In the 1970s, Wandrei felt that he was being treated unfairly and launched a lengthy copyright and financial litigation against Arkham House, a publisher he co-founded. At a congress in 1976 Wandrei met the publisher Philip Rahman and both became friends; three years after Wandreis death in 1987, Rahman and his partner Dennis Weiler founded the publishing house Fedogan & Bremer to publish works by Donald and Howard Wandrei as well as by other classic pulp authors.

Honors

bibliography

Poetry

  • Ecstasy & Other Poems , The Recluse Press, Althol (MA) 1928. - Limited edition (322 pieces).
  • Dark Odyssey , Webb Publishing, Salem (OR) 1931. - Limited edition (400 copies), with five illustrations by Howard Wandrei .
  • Poems for Midnight , Arkham House , Sauk City (WI) 1964.
  • Collected Poems , Necronomicon Press , West Warwick (RI) 1988.-Ed. v. ST Joshi, illustr. v. Howard Wandrei , OCLC 21630466 .
  • Sanctity and Sin: The Collected Poetry and Prose-Poems of Donald Wandrei , Hippocampus Press, New York (NY) 2008.-Ed. v. ST Joshi, illustr. v. Howard Wandrei , ISBN 0-9771734-9-6 .

prose

  • The Eye and the Finger , Arkham House , Sauk City (WI) 1944.
  • The Web of Easter Island , Arkham House , Sauk City (WI) 1948.
  • Strange Harvest , Arkham House , Sauk City (WI) 1965.
  • Colossus (ed.
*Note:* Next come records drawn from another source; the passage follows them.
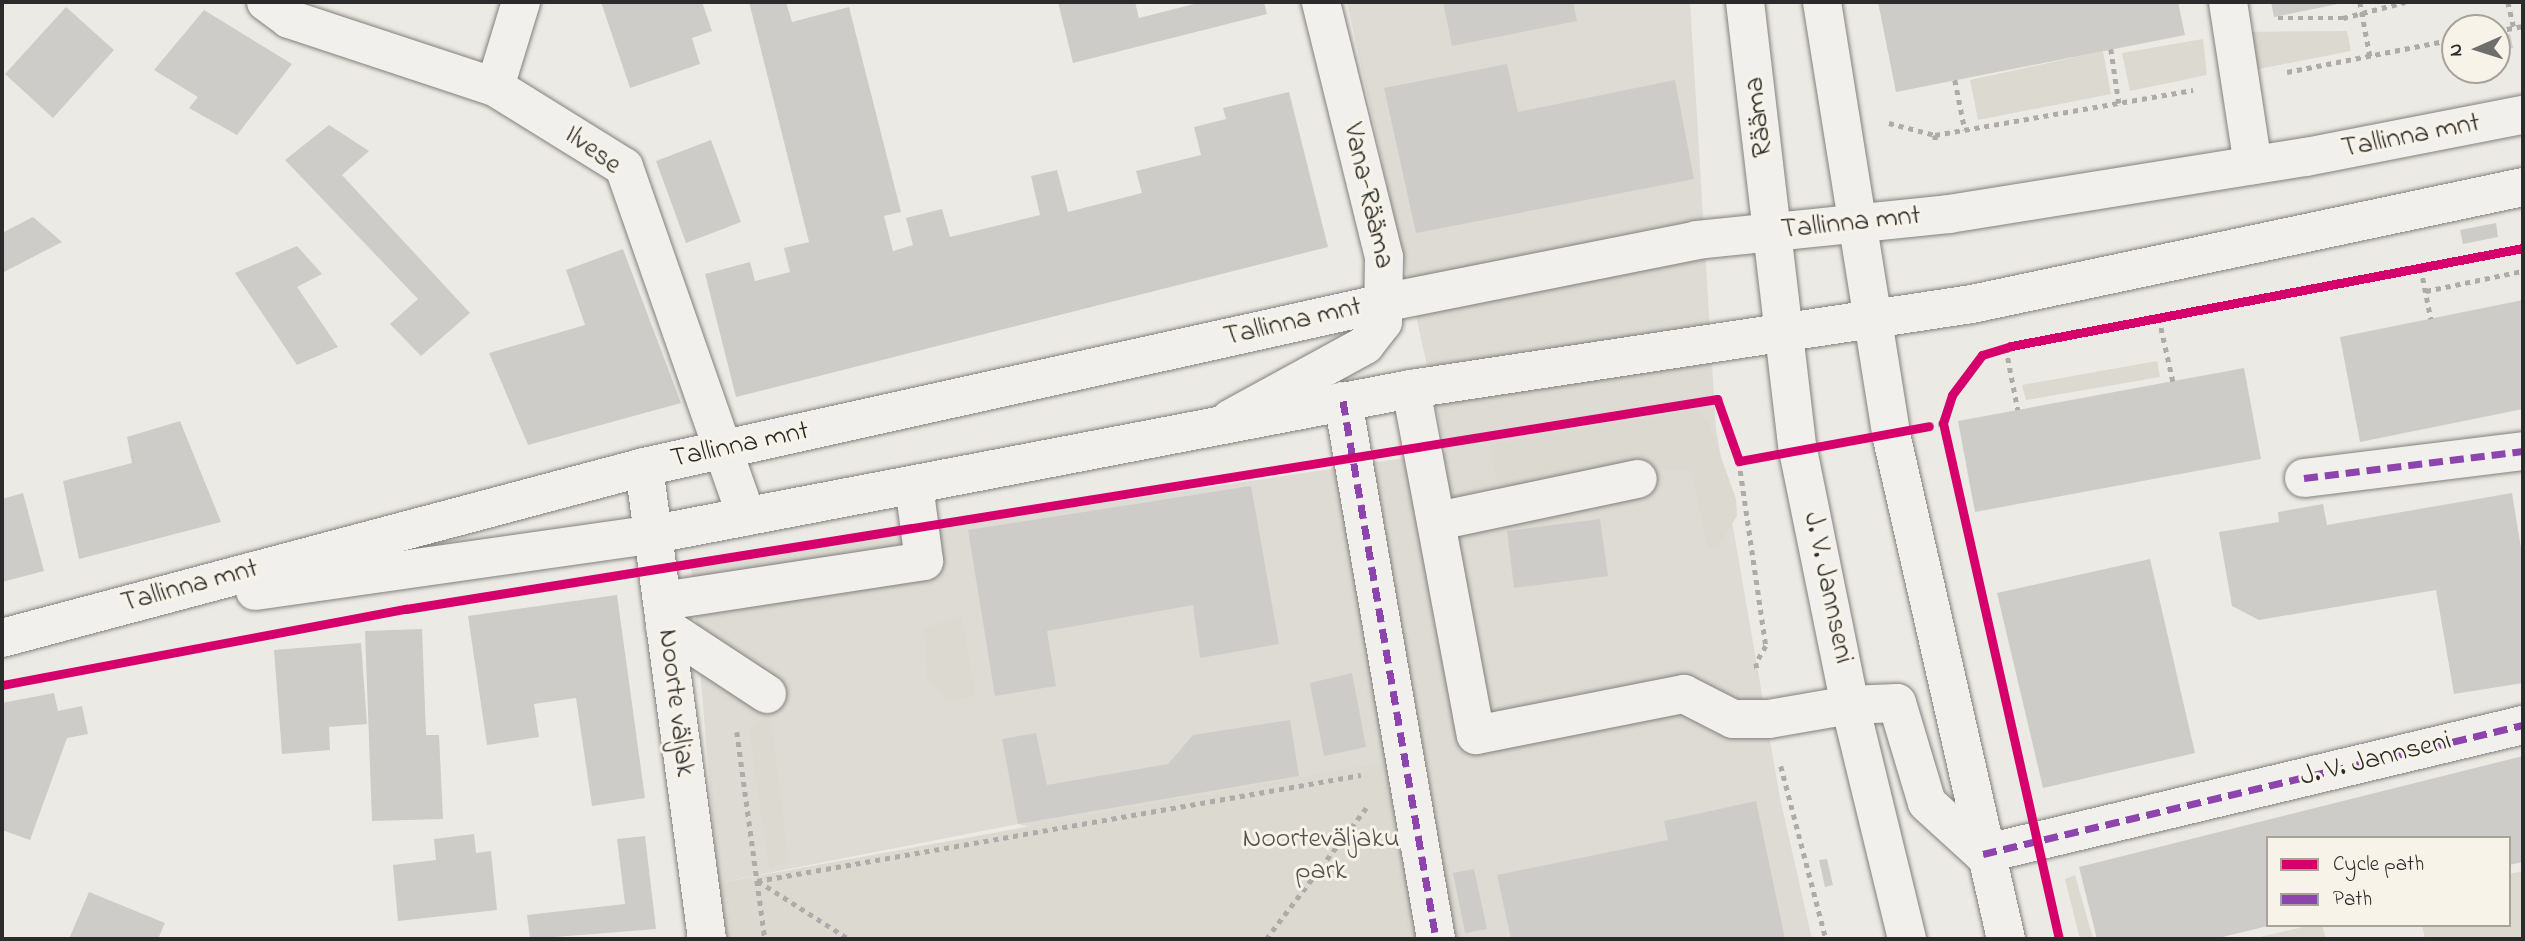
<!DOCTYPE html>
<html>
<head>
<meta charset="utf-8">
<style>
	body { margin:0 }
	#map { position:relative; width:2525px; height:941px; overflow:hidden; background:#eceae4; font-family:"Indie Flower",sans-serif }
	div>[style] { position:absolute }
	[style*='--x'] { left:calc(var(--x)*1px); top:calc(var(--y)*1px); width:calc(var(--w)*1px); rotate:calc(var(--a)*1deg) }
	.built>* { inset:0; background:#dddbd3 }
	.green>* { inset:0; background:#dcd9d1 }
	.building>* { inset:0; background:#ceccc8 }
	.path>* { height:4.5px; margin-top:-2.25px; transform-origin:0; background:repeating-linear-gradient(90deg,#adaca9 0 5px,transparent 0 10px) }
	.roads { filter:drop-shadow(0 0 2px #82817e) drop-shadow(0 0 2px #82817e) }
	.minor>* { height:38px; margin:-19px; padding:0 19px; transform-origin:19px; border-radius:19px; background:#f1f0ec }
	.major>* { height:38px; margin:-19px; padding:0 19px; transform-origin:19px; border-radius:19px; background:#f1f0ec }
	.quiet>* { height:7px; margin-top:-3.5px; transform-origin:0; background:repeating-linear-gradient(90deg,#8e44ad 0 14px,transparent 0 21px) }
	.cycleway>* { height:9px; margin:-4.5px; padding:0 4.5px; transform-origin:4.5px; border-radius:4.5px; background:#d6006c }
	span { translate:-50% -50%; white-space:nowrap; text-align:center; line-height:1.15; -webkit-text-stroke:6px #f7f3e8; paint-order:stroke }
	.street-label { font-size:28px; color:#2b2b2b }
	.park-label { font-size:28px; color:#545351 }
	.frame { position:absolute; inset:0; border:4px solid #2b2b2b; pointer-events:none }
	.legend { position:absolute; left:2266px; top:836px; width:245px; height:91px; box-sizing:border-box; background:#f7f3e8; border:2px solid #a5a39c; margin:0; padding:9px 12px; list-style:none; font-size:21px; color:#2b2b2b }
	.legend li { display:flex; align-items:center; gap:14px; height:35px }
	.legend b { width:35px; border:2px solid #a5a39c }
	.north { position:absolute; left:2441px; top:14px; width:70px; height:70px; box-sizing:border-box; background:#f7f3e8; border:2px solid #a5a39c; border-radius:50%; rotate:267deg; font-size:19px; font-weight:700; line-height:28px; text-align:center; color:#2b2b2b }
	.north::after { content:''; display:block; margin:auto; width:24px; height:32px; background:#6f6e6c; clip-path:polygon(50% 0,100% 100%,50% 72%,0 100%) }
</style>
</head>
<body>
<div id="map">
	<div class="built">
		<i style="clip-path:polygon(1347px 2px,1690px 2px,1716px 429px,1780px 798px,1812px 939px,1421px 939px,1018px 824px,718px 883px,691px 564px,1446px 452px)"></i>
	</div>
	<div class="green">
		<i style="clip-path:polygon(2347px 31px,2351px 51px,2249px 71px,2241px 32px)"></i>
		<i style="clip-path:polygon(2203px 39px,2207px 75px,2130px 91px,2122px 53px)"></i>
		<i style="clip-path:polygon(2103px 51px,2111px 94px,1978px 120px,1970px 80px)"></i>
		<i style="clip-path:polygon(2157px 361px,2160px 377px,2026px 400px,2022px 385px)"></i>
		<i style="clip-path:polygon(1697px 410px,1709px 423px,1736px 499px,1737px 516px,1718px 546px,1708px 548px,1691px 470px,1635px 468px,1499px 495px,1490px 444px)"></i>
		<i style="clip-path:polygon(962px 615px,975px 695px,948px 702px,927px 678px,924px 628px)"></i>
		<i style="clip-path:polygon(770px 714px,789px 863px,769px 868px,749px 729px)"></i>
		<i style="clip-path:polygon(1389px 761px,1421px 939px,727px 939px,718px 883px)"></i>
		<i style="clip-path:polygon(1444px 852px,1463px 939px,1450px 939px,1433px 853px)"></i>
		<i style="clip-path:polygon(2523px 871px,2523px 939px,2425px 939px,2422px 925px,2509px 925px,2509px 874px)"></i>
		<i style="clip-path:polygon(2075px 875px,2093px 939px,2080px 939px,2065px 879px)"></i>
		<i style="clip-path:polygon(2312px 925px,2322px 925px,2326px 939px,2252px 939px)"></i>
	</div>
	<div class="building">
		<i style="clip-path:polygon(601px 2px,702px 2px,712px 31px,692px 38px,700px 64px,630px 88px)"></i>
		<i style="clip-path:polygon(749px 2px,786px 2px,792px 22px,849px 7px,901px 212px,884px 216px,893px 251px,913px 245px,906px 218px,942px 209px,950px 237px,1040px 215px,1031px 176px,1057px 170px,1068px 212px,1142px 193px,1136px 171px,1201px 155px,1194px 127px,1226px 119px,1223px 108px,1289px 92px,1328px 247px,736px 397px,705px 274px,750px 262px,755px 281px,790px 272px,784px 248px,809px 242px)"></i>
		<i style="clip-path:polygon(1058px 2px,1135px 2px,1139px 18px,1202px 2px,1264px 2px,1267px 14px,1073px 63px)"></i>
		<i style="clip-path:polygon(1443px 2px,1573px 2px,1577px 21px,1452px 46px)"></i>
		<i style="clip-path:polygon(1878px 2px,2178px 2px,2185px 35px,1896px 92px)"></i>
		<i style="clip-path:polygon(2271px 2px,2343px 2px,2343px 3px,2274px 17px)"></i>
		<i style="clip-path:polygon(66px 7px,114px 50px,53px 118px,5px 74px)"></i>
		<i style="clip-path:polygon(204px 10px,292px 64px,237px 135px,189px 108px,198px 97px,154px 70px)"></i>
		<i style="clip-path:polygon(2510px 34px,2513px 48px,2497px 51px,2497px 37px)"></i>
		<i style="clip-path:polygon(1507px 64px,1518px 112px,1675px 80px,1694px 179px,1416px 233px,1384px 88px)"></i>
		<i style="clip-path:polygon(329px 125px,369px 151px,342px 175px,470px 313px,421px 356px,390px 324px,418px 299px,285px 160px)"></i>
		<i style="clip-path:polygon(711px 140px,741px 222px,686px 243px,656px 161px)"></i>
		<i style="clip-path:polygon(33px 217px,62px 242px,2px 273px,2px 233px)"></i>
		<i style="clip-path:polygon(2496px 223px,2498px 237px,2463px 244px,2460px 230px)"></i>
		<i style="clip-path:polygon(297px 246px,322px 274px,297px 287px,338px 347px,297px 365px,235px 273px)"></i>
		<i style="clip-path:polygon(623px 249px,681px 403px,528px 445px,489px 353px,585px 325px,566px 270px)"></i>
		<i style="clip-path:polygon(2523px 300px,2523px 409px,2360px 442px,2340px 337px)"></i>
		<i style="clip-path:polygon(2244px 368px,2261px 459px,1975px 512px,1958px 421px)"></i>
		<i style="clip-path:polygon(180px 421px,221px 522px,79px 559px,63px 481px,132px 463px,127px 437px)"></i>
		<i style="clip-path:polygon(1251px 486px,1279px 644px,1200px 658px,1193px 605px,1047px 631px,1056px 686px,995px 696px,968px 530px)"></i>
		<i style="clip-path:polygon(23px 493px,44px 571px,2px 582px,2px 499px)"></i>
		<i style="clip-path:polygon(2512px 493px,2523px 560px,2523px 683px,2454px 694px,2436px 590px,2259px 620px,2232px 606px,2219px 532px,2279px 522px,2278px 512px,2323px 504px,2327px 525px)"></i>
		<i style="clip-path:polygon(1600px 519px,1608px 576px,1514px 588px,1507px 531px)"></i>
		<i style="clip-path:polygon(2150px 559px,2195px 753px,2043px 788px,1997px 593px)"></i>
		<i style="clip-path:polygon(617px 595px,645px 798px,592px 806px,576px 698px,534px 704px,539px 737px,487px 745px,468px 616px)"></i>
		<i style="clip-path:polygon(422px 629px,426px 735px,439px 735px,443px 819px,372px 821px,365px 631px)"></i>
		<i style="clip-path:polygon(361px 643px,367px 724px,329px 727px,330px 750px,282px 754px,274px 650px)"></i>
		<i style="clip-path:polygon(1352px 673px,1366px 747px,1324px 756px,1310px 683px)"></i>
		<i style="clip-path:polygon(54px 693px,58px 711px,82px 706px,88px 734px,67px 738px,30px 840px,2px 830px,2px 703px)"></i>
		<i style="clip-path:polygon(1290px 720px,1299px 776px,1018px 824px,1002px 739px,1036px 733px,1047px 785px,1168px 764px,1193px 735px)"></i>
		<i style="clip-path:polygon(2523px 756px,2523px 862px,2509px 865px,2509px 838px,2268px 838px,2268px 926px,2214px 939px,2097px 939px,2079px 867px)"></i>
		<i style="clip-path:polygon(1756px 801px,1785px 939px,1511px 939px,1497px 875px,1668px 840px,1664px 821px)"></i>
		<i style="clip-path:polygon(474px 834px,476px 853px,491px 851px,497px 910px,398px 921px,393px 865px,436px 860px,434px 839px)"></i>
		<i style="clip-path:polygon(645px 836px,656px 929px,530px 939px,527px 915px,625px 904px,617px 839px)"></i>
		<i style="clip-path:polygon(1827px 859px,1833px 885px,1825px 887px,1819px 860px)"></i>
		<i style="clip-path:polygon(1474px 869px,1487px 929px,1465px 933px,1453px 873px)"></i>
		<i style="clip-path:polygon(89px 892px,165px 923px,158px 939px,69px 939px)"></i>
	</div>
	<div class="path">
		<i style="--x:2360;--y:2;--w:55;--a:79.5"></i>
		<i style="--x:2508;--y:2;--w:27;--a:77"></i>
		<i style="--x:2278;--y:18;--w:65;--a:0"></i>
		<i style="--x:2343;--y:18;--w:64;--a:-14.5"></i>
		<i style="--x:2497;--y:31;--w:26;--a:-11"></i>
		<i style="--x:2111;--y:49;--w:55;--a:81.6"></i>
		<i style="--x:2287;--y:72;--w:171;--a:-11.1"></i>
		<i style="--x:1955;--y:80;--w:51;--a:78.7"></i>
		<i style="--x:1889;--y:123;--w:48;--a:14.6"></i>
		<i style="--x:1935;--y:135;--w:262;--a:-9.9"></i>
		<i style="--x:1935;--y:135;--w:8;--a:83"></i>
		<i style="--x:2421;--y:268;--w:52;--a:78.9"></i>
		<i style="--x:2426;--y:291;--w:99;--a:-11.7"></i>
		<i style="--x:2159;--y:318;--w:65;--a:77.5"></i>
		<i style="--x:2006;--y:348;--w:63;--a:79"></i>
		<i style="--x:1938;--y:424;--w:5;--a:-11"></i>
		<i style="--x:1943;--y:423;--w:381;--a:77.4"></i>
		<i style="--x:1739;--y:461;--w:187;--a:81.7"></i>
		<i style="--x:1766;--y:646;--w:20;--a:120"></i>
		<i style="--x:1756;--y:663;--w:10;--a:79"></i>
		<i style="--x:737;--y:732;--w:209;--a:82.3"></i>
		<i style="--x:1781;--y:766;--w:179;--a:75.4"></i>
		<i style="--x:757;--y:881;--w:613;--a:-9.95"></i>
		<i style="--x:758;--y:881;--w:108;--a:32.5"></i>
		<i style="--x:2047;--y:886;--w:54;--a:77.2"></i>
		<i style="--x:1266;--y:939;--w:165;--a:-52.6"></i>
	</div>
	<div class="roads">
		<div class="minor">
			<i style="--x:266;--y:2;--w:29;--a:36"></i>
			<i style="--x:289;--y:19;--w:217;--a:18.3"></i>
			<i style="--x:495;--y:87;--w:152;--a:31.8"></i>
			<i style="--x:624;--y:167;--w:370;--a:70.7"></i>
			<i style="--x:2228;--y:2;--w:165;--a:81.3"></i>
			<i style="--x:495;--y:87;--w:89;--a:-73"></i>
			<i style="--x:1411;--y:389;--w:352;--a:79.4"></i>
			<i style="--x:1476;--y:735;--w:212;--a:-11.2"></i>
			<i style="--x:1684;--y:694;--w:55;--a:27"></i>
			<i style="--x:1733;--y:719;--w:36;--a:0"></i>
			<i style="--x:1769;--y:719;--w:82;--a:-9.8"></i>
			<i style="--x:1343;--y:401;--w:546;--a:80.19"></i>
			<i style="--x:1230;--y:419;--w:154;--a:-28.7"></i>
			<i style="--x:1365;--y:345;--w:29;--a:-52"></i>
			<i style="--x:1383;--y:322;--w:65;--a:-89.1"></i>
			<i style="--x:1384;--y:257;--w:263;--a:-103.9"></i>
			<i style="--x:644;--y:467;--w:476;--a:82.4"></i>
			<i style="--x:2304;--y:478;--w:221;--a:-7"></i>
			<i style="--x:1438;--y:521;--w:204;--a:-11.9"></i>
			<i style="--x:663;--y:601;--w:264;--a:-8.7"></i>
			<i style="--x:924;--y:561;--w:77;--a:-97.5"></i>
			<i style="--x:665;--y:627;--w:122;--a:33.3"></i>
			<i style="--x:1983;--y:854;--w:555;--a:-13.44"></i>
		</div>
		<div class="major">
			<i style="--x:1745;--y:2;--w:451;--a:83.3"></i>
			<i style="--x:1798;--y:450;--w:260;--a:78.5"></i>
			<i style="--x:1850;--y:705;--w:241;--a:76.3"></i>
			<i style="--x:1822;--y:2;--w:437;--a:80.9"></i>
			<i style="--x:1891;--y:434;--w:518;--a:77.17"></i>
			<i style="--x:255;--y:591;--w:404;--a:-8.1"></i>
			<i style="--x:655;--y:534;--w:770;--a:-10.86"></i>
			<i style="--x:1411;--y:389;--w:567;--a:-8.62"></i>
			<i style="--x:1972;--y:304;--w:563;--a:-11.99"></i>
			<i style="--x:2;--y:638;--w:664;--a:-14.91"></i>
			<i style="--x:644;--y:467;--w:762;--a:-12.5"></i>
			<i style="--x:1388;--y:302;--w:315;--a:-11.3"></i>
			<i style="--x:1697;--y:240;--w:253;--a:-5.9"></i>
			<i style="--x:1949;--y:214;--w:362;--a:-9.1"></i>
			<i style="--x:2306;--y:157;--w:221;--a:-11"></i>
			<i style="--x:1850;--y:705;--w:47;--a:-2.4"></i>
			<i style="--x:1897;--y:703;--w:104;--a:73.3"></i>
			<i style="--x:1927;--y:803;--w:76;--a:42.3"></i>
		</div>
	</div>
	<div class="quiet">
		<i style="--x:1343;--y:401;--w:546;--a:80.19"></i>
		<i style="--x:2304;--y:478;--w:221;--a:-7"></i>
		<i style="--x:1983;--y:854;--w:555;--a:-13.44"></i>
	</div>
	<div class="cycleway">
		<i style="--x:2;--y:685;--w:411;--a:-10.7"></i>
		<i style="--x:406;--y:609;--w:1328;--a:-9.1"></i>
		<i style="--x:1717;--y:399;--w:66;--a:70.5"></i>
		<i style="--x:1739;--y:461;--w:193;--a:-10.4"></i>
		<i style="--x:2059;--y:939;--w:529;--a:-102.67"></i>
		<i style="--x:1943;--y:423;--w:29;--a:-72"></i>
		<i style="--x:1952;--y:395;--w:50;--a:-53.1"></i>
		<i style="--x:1982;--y:355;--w:30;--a:-17"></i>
		<i style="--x:2011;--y:346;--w:521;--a:-10.84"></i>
	</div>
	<div class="street-label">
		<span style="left:1760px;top:117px;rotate:-97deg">Rääma</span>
		<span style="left:2411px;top:137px;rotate:-11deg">Tallinna mnt</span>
		<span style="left:592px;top:151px;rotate:36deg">Ilvese</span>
		<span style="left:1367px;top:196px;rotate:77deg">Vana-Rääma</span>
		<span style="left:1851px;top:224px;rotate:-6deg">Tallinna mnt</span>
		<span style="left:1293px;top:323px;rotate:-13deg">Tallinna mnt</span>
		<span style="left:740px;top:446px;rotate:-12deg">Tallinna mnt</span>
		<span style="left:190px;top:587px;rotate:-15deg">Tallinna mnt</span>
		<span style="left:1827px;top:588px;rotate:78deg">J. V. Jannseni</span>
		<span style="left:675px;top:703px;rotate:83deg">Noorte väljak</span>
		<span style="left:2376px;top:760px;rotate:-14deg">J. V. Jannseni</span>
	</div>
	<div class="park-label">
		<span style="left:1321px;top:856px">Noorteväljaku<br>park</span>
	</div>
	<div class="frame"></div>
	<ul class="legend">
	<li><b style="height:9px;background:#d6006c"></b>Cycle path</li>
	<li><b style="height:9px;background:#8e44ad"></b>Path</li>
	</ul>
	<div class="north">N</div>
</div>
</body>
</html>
Philip J Rahman & Dennis E Weiler), Fedogan & Bremer, Minneapolis (MN) 1989, ISBN 1-878252-00-3 . - An extended 2nd edition appeared in 1999 with the encores A Stranger Passes u. If , plus photo gallery u. updated introduction by Richard L. Tierney, ISBN 1-878252-45-3 .
  • Don't Dream: The Collected Fantasy and Horror of Donald Wandrei (ed.Philip J Rahman & Dennis E Weiler), Fedogan & Bremer, Minneapolis (MN) 1997, ISBN 1-878252-27-5 .
  • Frost , Fedogan & Bremer, Minneapolis (MN) 2000, ISBN 1-878252-42-9 .
  • Three Mysteries , Fedogan & Bremer, Minneapolis (MN) 2000, OCLC 51309341 .

Letters

  • Mysteries of Time & Spirit: The Letters of HP Lovecraft & Donald Wandrei (ed. ST Joshi & David E Schultz), Night Shade Books, San Francisco (CA) 2002, ISBN 1-892389-49-5 .

Secondary literature

  • Leigh Blackmore: Ecstasies and Odysseys: The Weird Poetry of Donald Wandrei. In: Phillip A. Ellis, Benjamin J. Szumskyj (Eds.): Rhythmic Toil Combin'd: Poets of the Lovecraft Circle. Mythos Books, New York (NY) 2007.
  • Phillip A. Ellis: A Concordance to the Poetry of Donald Wandrei. Hippocampus Press, New York (NY) 2008, ISBN 978-0-9814888-2-0 . - Free: PDF
  • Don Herron: Collecting Donald Wandrei. In: Firsts (Oct. 1999), o. V., o. O. 1999. - Free: HTML .
  • ST Joshi: Donald Wandrei: Nightmare in Green. In: Emperors of Dreams: Some Notes on Weird Poetry (chap. 5), P'rea Press, Sidney 2008, ISBN 978-0-9804625-3-1 u. ISBN 978-0-9804625-4-8 .
  • Richard L. Tierney: Introduction. In: Colossus: The Collected Science Fiction of Donald Wandrei. Fedogan & Bremer, Minneapolis (MN) 1999 (2nd ed.).